Here are a few tips on how to stop being an angry mom and stay patient during stressful times.

Forgive Yourself

If you’ve been struggling with anger toward your children, 0ne of the most important things you can do right now is to stop and forgive yourself. You will make mistakes and lose your patience sometimes – there’s no such thing as a perfect parent. But, making mistakes from time to time doesn’t mean you have to spiral out of control and have constant guilt for what happened.

related: Q& A: Finding Forgiveness & How to Forgive Yourself

Most often, it is a cycle we repeat: We mess up, spiral, and feel guilty, which leads to getting upset again and again. We have to forgive ourselves to break that pattern, just as God forgives us.

“Be kind and compassionate to one another, forgiving each other, just as in Christ, God forgave you.” Ephesians 4:32

Compassion, forgiveness, and grace are all things we give others, but we must learn to give them to ourselves too. God will always give us grace, so why shouldn’t we? If we want to follow His example, we must forgive ourselves.

A happy African American mother with her daughter hugging each other.

Learn Your Anger Triggers

Usually, it is never completely out of the blue when you get angry. You will have triggers that unconsciously get you worked up without realizing it.

Triggers can be things from your childhood that upset you, when your child disrespects you, whenever you feel unappreciated, or when you feel injustice. Some common triggers are:

  • something that reminds you of past trauma
  • disrespect or back talking
  • feeling unappreciated
  • your child not obeying
  • you take things personally
  • you think your child is doing “this” to you
  • your expectations are too high
  • things feel out of control
  • you’re exhausted and need a break

One of the biggest triggers for moms is when they are stressed about something unrelated to their child. If you look back to when you got angry at your kids, most of the time, it will be because it was a stressful day. Once you learn what your triggers are, you will be more aware and able to stop and slow down before getting angry at your children.

If every day during nap time, your toddler just plays, which makes you mad, naptime becomes a trigger for you. To help, try letting your toddler have a rest time instead of naptime where they don’t have to sleep but can just play quietly in their room.

Be Present

If you live a stressful, busy life, chances are you are living more in the future than in the present. Then, when things get hectic in the present, you explode easily. Try to find time each morning to pray and meditate on a Bible verse for a few minutes to help keep you living in the present each day.

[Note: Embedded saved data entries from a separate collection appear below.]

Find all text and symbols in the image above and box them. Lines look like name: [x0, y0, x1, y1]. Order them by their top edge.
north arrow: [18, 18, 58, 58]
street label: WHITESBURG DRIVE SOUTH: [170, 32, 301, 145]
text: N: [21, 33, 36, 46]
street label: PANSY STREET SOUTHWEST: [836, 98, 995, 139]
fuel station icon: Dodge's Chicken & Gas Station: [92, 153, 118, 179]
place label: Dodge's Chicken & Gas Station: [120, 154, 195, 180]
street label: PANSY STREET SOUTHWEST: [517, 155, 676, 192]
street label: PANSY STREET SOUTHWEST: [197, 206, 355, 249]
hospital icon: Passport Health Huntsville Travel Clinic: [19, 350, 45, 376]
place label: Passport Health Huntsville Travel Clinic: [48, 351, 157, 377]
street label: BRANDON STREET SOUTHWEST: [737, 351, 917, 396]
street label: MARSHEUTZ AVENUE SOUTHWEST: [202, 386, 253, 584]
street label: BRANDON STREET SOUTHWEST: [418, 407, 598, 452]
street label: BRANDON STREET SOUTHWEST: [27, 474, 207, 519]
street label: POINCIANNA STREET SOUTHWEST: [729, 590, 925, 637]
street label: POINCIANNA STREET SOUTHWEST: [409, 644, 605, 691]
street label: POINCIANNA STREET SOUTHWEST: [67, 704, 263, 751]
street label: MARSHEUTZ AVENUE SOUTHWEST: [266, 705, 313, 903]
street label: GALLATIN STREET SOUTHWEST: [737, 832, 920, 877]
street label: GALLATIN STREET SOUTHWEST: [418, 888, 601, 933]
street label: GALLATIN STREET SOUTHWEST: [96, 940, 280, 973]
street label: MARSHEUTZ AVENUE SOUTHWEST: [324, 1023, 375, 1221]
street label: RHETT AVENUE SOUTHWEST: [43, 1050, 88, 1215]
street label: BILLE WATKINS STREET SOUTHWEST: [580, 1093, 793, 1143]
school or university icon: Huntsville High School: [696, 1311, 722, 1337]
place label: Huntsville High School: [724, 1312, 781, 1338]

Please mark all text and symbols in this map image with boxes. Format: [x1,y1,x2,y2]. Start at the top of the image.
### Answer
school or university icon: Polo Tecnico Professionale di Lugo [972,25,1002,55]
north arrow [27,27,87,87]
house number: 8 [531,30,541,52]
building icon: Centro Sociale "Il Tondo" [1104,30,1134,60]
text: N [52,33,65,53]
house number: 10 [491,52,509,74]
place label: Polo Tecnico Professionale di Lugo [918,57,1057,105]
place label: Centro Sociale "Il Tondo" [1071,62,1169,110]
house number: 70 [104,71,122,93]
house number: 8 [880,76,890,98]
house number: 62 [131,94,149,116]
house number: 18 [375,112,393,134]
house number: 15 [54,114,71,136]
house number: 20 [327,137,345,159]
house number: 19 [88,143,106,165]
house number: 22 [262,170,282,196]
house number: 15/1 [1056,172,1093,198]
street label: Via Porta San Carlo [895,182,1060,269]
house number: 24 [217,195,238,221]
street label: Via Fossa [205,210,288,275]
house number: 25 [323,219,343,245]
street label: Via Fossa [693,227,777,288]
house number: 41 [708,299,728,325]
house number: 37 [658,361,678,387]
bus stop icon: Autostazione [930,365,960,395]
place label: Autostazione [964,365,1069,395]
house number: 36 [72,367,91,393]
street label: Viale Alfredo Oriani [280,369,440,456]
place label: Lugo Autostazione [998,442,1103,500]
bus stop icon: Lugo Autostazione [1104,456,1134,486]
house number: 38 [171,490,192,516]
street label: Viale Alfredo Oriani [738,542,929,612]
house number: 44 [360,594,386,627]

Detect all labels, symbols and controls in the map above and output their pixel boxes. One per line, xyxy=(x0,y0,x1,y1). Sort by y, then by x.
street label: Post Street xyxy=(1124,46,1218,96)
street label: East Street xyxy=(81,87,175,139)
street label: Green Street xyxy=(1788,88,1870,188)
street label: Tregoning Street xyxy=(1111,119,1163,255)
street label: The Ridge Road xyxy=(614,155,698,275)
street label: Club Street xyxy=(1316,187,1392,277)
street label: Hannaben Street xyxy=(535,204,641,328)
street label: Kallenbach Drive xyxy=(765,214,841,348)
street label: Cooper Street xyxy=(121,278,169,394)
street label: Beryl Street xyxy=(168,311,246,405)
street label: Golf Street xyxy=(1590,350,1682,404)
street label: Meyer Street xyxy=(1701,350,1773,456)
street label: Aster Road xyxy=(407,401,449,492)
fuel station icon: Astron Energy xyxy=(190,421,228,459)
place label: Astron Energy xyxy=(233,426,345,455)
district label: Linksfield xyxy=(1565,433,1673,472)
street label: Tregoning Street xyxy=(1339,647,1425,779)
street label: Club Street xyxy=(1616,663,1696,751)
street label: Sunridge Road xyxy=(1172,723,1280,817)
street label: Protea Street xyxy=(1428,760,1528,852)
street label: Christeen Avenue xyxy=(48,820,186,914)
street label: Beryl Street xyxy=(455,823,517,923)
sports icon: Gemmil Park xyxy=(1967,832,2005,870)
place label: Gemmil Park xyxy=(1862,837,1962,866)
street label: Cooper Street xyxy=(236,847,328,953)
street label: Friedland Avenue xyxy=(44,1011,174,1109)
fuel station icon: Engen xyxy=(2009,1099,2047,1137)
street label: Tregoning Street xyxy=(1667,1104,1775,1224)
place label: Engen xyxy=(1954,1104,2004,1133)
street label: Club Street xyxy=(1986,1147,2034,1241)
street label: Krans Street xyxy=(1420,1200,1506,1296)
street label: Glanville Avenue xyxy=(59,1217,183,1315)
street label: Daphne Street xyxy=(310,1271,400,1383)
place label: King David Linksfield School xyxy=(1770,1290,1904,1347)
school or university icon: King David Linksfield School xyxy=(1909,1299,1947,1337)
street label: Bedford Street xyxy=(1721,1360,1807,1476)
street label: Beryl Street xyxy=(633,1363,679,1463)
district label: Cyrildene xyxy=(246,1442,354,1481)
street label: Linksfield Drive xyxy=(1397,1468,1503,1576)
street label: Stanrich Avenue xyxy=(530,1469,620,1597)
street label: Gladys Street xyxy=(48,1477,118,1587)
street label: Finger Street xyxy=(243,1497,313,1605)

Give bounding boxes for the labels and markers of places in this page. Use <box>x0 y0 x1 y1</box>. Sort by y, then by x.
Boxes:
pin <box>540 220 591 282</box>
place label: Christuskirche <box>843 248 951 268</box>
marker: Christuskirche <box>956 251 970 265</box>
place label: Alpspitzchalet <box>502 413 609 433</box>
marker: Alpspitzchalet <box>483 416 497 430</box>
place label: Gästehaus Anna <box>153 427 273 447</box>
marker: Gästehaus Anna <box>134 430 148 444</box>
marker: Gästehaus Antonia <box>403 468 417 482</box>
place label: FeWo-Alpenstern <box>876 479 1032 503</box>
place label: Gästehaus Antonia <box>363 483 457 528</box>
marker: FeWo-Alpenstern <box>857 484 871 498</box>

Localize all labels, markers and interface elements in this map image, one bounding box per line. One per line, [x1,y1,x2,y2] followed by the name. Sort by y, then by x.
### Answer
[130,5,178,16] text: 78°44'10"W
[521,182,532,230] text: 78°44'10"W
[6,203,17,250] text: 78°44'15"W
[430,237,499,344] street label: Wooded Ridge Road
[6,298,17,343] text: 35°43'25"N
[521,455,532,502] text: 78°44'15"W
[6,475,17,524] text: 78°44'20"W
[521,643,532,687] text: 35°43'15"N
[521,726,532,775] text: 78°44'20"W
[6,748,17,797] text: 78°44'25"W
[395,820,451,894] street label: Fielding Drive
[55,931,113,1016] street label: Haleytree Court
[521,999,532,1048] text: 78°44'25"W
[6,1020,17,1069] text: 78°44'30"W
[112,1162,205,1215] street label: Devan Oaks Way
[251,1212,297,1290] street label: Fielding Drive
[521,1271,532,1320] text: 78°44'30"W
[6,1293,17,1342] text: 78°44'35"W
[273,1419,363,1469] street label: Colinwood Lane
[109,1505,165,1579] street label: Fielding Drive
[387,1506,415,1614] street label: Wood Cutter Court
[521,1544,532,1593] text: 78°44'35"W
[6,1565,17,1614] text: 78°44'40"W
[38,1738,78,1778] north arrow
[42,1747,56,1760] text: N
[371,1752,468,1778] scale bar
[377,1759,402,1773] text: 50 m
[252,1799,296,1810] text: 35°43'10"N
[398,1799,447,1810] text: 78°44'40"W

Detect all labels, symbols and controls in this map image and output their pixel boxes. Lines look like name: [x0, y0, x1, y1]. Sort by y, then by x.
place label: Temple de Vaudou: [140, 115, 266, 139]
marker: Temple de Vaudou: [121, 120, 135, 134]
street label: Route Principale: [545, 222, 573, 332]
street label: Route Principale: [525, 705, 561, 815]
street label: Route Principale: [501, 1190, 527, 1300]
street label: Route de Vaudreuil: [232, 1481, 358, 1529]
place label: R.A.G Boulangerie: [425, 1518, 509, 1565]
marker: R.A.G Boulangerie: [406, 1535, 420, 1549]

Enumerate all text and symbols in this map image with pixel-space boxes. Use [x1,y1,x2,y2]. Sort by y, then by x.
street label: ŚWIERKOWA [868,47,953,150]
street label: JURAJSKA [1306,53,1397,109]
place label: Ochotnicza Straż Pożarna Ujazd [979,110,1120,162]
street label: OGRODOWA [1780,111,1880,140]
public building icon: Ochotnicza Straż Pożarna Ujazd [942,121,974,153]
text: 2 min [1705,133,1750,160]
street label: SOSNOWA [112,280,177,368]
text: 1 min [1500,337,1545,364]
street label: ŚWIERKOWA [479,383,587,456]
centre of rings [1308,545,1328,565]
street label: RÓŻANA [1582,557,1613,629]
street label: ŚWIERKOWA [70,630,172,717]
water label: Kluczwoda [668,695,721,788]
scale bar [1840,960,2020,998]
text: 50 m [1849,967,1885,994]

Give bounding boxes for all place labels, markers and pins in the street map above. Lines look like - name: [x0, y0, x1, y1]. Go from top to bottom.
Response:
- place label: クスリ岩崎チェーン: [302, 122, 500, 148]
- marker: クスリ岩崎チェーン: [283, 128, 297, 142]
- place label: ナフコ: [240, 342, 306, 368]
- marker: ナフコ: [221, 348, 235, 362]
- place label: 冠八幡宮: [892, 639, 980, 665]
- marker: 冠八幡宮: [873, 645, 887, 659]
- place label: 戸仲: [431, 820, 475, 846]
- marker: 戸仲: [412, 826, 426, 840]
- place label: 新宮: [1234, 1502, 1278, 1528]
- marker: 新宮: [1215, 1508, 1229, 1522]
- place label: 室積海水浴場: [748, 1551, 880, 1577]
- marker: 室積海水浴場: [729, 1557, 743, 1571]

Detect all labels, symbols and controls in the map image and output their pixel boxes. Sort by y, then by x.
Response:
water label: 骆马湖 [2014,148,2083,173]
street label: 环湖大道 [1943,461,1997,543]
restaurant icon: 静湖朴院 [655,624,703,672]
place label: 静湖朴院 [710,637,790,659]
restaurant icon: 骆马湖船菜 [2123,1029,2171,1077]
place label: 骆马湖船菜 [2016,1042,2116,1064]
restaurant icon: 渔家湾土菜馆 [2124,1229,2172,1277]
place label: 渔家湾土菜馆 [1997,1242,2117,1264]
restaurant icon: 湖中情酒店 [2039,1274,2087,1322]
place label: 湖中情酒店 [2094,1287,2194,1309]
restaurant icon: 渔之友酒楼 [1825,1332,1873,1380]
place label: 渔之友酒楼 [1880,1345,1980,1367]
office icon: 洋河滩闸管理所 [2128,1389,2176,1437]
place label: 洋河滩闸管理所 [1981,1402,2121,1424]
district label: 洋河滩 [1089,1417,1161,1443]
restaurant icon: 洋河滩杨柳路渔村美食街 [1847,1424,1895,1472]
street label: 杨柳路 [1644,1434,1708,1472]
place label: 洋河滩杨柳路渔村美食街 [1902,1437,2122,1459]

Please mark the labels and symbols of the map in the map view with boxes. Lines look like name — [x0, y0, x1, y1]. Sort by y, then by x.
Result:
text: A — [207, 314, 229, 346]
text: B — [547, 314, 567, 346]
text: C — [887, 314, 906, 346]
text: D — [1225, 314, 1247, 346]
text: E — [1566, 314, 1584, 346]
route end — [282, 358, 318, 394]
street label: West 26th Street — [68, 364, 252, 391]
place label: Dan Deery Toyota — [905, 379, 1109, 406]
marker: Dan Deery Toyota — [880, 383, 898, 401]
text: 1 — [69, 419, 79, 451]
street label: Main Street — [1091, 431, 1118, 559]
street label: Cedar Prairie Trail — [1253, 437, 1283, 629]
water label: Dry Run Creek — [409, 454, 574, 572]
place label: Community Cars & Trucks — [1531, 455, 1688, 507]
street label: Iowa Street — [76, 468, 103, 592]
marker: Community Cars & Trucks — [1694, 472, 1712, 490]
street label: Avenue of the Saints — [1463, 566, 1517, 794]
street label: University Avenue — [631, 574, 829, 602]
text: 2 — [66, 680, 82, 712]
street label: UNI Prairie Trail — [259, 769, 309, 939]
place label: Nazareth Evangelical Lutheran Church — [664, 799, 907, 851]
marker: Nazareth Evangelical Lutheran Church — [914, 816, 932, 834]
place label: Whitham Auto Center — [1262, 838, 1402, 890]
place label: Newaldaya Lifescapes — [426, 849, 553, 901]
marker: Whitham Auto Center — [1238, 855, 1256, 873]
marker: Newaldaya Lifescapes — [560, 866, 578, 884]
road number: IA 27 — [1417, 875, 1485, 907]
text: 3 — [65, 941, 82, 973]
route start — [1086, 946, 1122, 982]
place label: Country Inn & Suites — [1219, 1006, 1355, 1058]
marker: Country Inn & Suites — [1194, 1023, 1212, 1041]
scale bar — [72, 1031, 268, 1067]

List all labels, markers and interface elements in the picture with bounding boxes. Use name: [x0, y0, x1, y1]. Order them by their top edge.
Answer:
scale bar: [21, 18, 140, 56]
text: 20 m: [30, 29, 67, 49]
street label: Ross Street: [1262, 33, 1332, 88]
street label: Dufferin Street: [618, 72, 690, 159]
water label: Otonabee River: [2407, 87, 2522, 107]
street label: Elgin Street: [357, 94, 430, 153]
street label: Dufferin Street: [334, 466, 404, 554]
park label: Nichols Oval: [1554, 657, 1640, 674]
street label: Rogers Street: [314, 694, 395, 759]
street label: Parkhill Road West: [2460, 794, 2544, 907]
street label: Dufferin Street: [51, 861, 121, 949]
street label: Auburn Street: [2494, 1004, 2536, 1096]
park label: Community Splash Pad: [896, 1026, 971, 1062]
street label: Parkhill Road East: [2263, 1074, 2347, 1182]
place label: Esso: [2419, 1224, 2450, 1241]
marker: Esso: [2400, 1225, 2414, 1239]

When you focus on one thing at a time, you live in the moment. You will be more productive, calm, and patient, especially with your children if you can be present every day. 

I know being present with your kids can be a challenge, especially when you have a million things on your mind and a million more things to do. One way to be more present is to put away any distractions, such as your phone, and give your child your full attention.

It can also be helpful to make a point of doing activities together that require your undivided attention, such as reading a book or playing a game.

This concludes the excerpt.